Indeed, the trade-off for games publishers are more tools that will potentially keep users further engaged. The SDK will cover tools such as cross-platform modding, to let players discover and install mods in-game, across all platforms and storefronts; an analytics dashboard to have better visibility on how well various mods are performing; moderation tools to better vet what third-party content gets submitted; and monetization tools to bring in more creators. As with other platforms that incentivize creators, these include an Author Rewards Program, fund investments, developer contests and hackathons.
“We’ve been following UGC in gaming for many years and believe Overwolf has established itself as a leader in this category,” said Teddie Wardi, MD at Insight Partners, in a statement. “AAA game studios will want to allow creators to build and express themselves, and Overwolf is positioned as the platform to make this possible by ensuring that creators are recognized for their contributions, and easily integrating creations into games.

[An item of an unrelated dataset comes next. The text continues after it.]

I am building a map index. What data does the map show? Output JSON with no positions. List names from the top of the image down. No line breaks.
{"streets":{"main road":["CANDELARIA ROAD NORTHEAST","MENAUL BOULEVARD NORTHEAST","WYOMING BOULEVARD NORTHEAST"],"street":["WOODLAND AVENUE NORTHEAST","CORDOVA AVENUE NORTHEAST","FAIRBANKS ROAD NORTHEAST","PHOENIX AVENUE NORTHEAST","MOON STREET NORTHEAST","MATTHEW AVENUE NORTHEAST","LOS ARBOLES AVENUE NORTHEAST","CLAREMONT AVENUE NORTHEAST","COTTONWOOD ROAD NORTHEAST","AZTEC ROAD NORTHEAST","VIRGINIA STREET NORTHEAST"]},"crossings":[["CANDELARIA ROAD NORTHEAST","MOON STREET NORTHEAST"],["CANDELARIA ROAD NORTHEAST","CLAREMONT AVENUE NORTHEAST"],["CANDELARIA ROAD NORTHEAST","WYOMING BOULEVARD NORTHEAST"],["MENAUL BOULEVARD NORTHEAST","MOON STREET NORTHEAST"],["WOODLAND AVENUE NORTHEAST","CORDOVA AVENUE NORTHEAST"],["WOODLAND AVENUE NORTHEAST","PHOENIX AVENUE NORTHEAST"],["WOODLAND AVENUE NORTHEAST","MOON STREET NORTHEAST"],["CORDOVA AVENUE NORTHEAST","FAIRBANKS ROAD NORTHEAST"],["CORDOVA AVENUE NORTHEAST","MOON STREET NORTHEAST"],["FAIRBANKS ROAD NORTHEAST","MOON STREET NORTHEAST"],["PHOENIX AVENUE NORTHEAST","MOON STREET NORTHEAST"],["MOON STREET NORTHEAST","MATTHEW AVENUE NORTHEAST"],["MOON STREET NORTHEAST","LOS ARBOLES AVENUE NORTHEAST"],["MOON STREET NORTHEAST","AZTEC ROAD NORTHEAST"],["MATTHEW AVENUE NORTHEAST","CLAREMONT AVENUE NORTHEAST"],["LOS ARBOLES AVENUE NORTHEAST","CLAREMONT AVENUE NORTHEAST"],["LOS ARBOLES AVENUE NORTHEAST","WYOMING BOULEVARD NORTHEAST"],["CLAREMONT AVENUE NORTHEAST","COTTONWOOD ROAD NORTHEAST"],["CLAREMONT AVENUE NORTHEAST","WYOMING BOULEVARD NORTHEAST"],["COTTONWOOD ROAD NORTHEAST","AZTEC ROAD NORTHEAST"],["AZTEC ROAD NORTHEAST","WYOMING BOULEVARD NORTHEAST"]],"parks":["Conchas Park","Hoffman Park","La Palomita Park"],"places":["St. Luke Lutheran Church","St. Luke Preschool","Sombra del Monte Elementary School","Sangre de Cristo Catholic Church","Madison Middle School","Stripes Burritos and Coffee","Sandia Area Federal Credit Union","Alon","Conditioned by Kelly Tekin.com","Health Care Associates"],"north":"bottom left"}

Overwolf has proved themselves to be strong champions of the creator community and we look forward to helping them scale up in 2021.”
Financial incentives will continue to stand out for these creators, who today make most of their money not from paid mods and apps, but from in-mod or in-app advertising, a network that is run by Overwolf itself. Marchand said that the most successful developers can bring in revenues of $100,000 each month.
While Marchand likens Overwolf aims to YouTube, investors see a parallel in Unity, another key toolkit for the games developer community.
“Similar to how developers use Unity to build a game, we see Overwolf as the framework for everything UGC related to games. Overwolf allows for one of the only means of monetization for the thousands of creators, in turn, this translates to increased engagement for the publishers and more content for gamers. Services like Overwolf set the stage for the industry to see a new generation of user-generated content and we are excited to invest in the leading company moving this space forward,” commented Nick Tuosto, co-founder of Griffin Gaming Partners and managing director at LionTree, in a statement.